Wednesday, December 19, 2007

"At-Home Dad" Stigma Is All Relative

Dave Munger over at Cognitive Daily conducted a most interesting experiment a couple of weeks ago after being a bit worried that NPR's decision to refer to him as "a science blogger and stay-at-home dad" would dent his authority. He gave visitors to his site a reading comprehension tests, with each visitor getting one of four versions of the same story. The only difference between the four stories was the way the protagonist (a was identified. In one version, "Jordan" was referred to as a "father," another version call him a "stay-at-home father," one called the subject a "mother," and the final version used "stay-at-home mother."

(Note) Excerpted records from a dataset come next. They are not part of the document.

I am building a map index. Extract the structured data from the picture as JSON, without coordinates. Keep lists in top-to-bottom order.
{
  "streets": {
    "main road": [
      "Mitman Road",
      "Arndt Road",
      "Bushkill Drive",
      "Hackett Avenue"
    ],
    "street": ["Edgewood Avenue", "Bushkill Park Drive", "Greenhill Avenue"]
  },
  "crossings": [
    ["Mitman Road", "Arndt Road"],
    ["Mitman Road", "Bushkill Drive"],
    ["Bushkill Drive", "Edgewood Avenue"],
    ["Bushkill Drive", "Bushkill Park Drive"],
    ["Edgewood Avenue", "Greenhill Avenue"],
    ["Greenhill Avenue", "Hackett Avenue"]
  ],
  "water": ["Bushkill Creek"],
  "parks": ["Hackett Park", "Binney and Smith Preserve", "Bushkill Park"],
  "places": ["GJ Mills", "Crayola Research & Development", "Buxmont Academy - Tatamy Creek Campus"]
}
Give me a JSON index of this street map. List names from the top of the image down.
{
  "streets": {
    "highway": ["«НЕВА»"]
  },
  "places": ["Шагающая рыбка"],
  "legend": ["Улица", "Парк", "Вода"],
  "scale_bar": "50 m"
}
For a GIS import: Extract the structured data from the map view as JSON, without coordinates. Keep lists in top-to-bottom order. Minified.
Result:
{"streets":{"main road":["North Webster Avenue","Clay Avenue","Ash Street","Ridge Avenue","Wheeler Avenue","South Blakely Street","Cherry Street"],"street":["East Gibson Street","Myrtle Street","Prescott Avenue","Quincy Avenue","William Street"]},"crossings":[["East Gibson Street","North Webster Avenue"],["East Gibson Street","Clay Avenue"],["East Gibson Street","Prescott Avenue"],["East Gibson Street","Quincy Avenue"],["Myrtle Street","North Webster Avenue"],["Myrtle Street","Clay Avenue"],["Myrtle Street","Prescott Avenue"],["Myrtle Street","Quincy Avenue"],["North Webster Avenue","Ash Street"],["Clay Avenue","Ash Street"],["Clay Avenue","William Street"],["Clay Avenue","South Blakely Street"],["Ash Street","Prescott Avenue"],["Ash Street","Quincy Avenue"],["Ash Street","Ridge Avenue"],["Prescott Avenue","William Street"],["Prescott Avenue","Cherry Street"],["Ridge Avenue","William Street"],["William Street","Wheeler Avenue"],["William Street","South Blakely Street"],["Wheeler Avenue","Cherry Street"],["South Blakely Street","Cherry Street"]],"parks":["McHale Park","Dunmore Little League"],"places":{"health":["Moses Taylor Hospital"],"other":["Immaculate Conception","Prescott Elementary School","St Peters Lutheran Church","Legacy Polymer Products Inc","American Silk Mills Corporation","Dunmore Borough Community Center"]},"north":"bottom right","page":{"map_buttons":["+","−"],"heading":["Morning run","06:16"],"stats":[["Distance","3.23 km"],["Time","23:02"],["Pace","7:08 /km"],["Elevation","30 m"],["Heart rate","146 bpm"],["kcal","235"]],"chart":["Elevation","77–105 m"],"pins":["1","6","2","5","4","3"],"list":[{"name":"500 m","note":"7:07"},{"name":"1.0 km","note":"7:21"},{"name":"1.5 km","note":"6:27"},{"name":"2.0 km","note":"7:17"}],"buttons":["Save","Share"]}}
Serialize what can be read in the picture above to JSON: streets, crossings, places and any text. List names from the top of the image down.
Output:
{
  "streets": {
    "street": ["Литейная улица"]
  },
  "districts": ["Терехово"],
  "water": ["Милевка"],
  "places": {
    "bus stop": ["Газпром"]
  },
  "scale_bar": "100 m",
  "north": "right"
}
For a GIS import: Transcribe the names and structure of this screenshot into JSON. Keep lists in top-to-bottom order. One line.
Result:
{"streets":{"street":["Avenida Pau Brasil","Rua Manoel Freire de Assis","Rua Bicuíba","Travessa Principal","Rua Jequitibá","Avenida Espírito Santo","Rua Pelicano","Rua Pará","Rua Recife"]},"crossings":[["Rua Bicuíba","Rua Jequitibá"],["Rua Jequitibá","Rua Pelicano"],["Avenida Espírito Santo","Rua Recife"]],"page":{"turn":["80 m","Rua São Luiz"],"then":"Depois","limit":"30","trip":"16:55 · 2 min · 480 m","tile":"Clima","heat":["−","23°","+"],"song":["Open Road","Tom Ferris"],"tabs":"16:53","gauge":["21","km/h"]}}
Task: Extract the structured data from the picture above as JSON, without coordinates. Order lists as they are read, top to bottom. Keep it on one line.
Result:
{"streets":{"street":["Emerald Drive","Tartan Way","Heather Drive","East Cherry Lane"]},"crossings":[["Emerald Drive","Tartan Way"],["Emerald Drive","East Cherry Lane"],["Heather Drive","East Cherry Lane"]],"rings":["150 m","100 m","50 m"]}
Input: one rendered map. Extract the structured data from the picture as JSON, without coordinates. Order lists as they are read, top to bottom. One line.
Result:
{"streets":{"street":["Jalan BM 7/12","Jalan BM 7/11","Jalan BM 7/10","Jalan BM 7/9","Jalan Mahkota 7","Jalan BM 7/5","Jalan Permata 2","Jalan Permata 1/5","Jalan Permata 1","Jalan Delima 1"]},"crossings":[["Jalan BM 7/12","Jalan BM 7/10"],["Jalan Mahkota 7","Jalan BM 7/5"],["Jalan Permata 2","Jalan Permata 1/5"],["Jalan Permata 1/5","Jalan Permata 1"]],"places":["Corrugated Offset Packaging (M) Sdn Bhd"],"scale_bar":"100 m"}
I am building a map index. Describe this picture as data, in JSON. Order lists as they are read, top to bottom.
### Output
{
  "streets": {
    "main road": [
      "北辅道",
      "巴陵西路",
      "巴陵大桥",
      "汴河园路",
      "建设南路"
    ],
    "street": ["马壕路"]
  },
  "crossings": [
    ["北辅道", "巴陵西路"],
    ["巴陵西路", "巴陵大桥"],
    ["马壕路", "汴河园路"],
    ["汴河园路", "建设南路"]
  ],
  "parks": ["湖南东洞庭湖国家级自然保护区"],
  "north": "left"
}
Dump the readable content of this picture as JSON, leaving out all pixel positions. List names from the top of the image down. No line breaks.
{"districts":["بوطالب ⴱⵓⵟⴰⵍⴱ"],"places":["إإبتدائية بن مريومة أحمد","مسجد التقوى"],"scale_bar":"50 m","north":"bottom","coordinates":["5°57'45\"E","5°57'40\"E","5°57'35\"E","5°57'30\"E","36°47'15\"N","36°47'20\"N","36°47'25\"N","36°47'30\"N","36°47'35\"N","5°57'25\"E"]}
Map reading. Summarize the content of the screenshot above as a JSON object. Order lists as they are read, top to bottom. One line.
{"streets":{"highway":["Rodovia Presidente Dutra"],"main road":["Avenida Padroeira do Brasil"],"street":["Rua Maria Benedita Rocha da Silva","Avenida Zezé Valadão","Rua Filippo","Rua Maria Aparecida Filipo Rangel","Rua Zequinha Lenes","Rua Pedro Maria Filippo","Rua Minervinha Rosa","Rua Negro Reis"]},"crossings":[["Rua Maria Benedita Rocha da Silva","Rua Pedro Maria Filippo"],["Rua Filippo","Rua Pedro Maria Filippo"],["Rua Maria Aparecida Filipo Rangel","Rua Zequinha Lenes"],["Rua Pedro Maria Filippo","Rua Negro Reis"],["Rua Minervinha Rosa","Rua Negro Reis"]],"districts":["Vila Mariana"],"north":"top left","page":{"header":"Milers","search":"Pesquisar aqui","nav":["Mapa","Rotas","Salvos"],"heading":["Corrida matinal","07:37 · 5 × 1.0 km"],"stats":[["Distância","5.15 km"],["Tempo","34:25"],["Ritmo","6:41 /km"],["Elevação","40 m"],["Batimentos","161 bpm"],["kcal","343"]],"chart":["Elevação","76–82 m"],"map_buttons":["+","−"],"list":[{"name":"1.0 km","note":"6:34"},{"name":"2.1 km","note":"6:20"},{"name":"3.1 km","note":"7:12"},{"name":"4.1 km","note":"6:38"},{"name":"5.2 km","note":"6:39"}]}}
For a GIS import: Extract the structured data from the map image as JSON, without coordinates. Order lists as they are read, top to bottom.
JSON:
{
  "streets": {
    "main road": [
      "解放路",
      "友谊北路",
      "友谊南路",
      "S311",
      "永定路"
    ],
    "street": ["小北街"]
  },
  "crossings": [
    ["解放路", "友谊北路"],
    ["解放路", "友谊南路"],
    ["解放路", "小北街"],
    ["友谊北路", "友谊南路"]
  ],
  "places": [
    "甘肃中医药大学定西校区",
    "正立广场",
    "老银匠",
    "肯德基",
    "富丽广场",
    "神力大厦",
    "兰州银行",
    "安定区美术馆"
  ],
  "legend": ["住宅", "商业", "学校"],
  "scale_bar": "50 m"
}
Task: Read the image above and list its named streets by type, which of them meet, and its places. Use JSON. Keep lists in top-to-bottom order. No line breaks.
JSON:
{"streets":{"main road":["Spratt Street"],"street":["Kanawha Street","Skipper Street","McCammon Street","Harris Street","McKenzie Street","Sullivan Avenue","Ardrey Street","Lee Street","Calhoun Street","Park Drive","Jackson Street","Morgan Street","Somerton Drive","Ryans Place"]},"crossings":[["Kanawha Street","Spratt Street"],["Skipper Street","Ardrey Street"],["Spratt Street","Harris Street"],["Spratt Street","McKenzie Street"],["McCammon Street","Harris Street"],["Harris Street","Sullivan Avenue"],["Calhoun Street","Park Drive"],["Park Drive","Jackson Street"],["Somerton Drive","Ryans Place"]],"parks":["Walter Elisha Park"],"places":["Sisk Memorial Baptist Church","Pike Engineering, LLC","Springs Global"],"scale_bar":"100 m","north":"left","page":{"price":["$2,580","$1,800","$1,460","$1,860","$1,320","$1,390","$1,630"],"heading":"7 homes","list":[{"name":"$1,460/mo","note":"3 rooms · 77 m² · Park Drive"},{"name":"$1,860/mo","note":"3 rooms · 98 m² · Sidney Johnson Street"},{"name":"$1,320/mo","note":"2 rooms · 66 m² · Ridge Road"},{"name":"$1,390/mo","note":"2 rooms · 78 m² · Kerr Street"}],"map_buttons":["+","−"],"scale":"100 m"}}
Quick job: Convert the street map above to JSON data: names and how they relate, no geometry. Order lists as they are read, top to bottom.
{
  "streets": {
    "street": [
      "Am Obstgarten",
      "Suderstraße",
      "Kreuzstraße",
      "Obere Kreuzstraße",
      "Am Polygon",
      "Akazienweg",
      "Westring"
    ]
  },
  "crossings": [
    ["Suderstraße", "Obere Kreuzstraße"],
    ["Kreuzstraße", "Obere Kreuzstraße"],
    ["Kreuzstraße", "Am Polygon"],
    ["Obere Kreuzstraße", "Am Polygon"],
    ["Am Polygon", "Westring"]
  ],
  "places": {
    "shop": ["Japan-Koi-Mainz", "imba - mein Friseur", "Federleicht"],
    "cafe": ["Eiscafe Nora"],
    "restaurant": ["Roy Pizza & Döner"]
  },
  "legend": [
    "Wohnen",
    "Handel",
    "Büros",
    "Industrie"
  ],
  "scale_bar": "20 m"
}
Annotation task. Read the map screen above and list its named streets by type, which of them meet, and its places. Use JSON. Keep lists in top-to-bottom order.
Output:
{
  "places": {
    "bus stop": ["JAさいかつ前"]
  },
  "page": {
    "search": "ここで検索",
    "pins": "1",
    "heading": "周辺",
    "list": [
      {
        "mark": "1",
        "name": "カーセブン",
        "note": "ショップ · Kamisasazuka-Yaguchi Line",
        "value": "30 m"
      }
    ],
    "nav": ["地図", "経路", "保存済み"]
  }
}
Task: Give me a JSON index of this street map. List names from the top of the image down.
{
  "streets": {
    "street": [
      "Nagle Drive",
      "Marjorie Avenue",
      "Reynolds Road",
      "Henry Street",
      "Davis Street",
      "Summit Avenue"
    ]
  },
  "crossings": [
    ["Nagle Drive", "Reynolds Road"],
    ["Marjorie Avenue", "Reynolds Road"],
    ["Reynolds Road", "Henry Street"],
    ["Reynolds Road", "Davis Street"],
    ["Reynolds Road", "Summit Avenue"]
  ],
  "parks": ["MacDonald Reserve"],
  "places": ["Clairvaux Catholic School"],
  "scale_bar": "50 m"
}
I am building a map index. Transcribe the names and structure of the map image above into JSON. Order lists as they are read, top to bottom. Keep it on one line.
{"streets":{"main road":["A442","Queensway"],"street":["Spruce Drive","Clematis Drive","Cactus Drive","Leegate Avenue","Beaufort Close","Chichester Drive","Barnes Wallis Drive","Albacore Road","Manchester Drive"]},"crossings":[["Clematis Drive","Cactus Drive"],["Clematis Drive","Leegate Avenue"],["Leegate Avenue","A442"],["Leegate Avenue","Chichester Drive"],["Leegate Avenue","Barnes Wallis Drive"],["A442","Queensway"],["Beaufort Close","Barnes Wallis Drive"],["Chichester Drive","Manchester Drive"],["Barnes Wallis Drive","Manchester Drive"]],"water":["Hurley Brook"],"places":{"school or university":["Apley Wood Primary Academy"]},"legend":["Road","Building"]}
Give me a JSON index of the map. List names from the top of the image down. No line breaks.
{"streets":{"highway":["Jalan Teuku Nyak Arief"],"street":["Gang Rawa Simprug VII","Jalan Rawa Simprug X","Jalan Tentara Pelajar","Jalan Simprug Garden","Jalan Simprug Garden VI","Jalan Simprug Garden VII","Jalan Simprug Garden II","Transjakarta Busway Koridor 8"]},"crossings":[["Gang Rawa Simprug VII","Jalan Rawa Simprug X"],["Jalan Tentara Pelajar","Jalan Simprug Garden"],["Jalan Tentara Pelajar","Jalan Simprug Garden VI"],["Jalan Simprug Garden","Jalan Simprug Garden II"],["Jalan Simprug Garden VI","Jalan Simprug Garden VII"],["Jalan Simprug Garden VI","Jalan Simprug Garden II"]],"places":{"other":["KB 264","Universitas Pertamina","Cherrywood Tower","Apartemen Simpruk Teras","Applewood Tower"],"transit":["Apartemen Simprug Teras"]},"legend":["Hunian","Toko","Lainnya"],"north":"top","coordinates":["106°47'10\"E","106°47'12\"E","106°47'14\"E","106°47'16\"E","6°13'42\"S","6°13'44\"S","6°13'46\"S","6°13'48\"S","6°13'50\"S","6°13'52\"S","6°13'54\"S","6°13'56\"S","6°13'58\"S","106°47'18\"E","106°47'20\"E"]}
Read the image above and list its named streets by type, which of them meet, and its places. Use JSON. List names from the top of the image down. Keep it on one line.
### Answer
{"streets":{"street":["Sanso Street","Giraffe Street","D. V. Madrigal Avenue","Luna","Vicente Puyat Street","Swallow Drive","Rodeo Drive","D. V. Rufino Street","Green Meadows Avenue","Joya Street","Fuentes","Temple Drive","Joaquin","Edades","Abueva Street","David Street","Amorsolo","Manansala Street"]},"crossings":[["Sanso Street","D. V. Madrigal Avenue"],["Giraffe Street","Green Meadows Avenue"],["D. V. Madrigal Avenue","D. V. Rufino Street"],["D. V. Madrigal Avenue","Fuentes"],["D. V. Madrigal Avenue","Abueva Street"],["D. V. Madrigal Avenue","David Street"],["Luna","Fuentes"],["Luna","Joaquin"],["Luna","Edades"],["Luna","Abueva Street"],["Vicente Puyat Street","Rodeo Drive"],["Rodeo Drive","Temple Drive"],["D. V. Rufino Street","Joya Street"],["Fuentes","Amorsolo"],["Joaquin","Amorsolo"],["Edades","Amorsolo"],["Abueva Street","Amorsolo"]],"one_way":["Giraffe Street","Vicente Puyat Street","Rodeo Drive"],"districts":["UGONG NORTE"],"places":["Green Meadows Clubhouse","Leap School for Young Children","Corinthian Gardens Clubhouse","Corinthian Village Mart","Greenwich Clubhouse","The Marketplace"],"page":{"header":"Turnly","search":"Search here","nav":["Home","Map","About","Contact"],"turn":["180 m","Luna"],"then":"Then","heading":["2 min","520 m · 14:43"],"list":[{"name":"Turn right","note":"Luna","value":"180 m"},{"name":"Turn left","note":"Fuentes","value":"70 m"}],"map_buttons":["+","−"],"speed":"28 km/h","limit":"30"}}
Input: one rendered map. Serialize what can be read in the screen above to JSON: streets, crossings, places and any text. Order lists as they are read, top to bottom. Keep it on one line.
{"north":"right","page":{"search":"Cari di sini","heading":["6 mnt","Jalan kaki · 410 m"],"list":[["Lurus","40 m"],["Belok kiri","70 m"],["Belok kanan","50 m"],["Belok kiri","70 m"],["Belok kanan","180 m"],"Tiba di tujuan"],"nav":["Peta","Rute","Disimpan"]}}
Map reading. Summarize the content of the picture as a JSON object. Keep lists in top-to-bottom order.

The twist: the test then asked how many hours Jordan worked a week as "coordinator of natural disaster relief efforts for ReliefCorps International" (a fictitious web-based relief group).

The results:
... readers guessed that "father" Jordan worked significantly more hours per week than when Jordan was characterized as a "stay-at-home father," a "mother," or a "stay-at-home mother." The story made no mention of Jordan's working hours, just a description of the organization Jordan was a part of.

There was no significant difference between estimated work hours for stay-at-home fathers versus mothers, but stay-at-home mothers were seen as working significantly less than both mothers and stay-at-home fathers. "Fathers" were estimated to work a full six hours per week more than "stay-at-home mothers."

Does this mean our readers think stay-at-home parents aren't as good at their jobs as other parents? We can't say that based on this data. Perhaps they believe that stay-at-home parents are simply more efficient. Perhaps they think that stay-at-home parents have made a conscious decision to work fewer hours, possibly for lower pay than other workers.

...

I do think there's a clearer case for gender bias in our responses. Why would respondents believe that women, regardless of their parenting status, work fewer hours than men, when all other aspects of the story are identical? I'm having a difficult time coming up with an answer other than gender bias.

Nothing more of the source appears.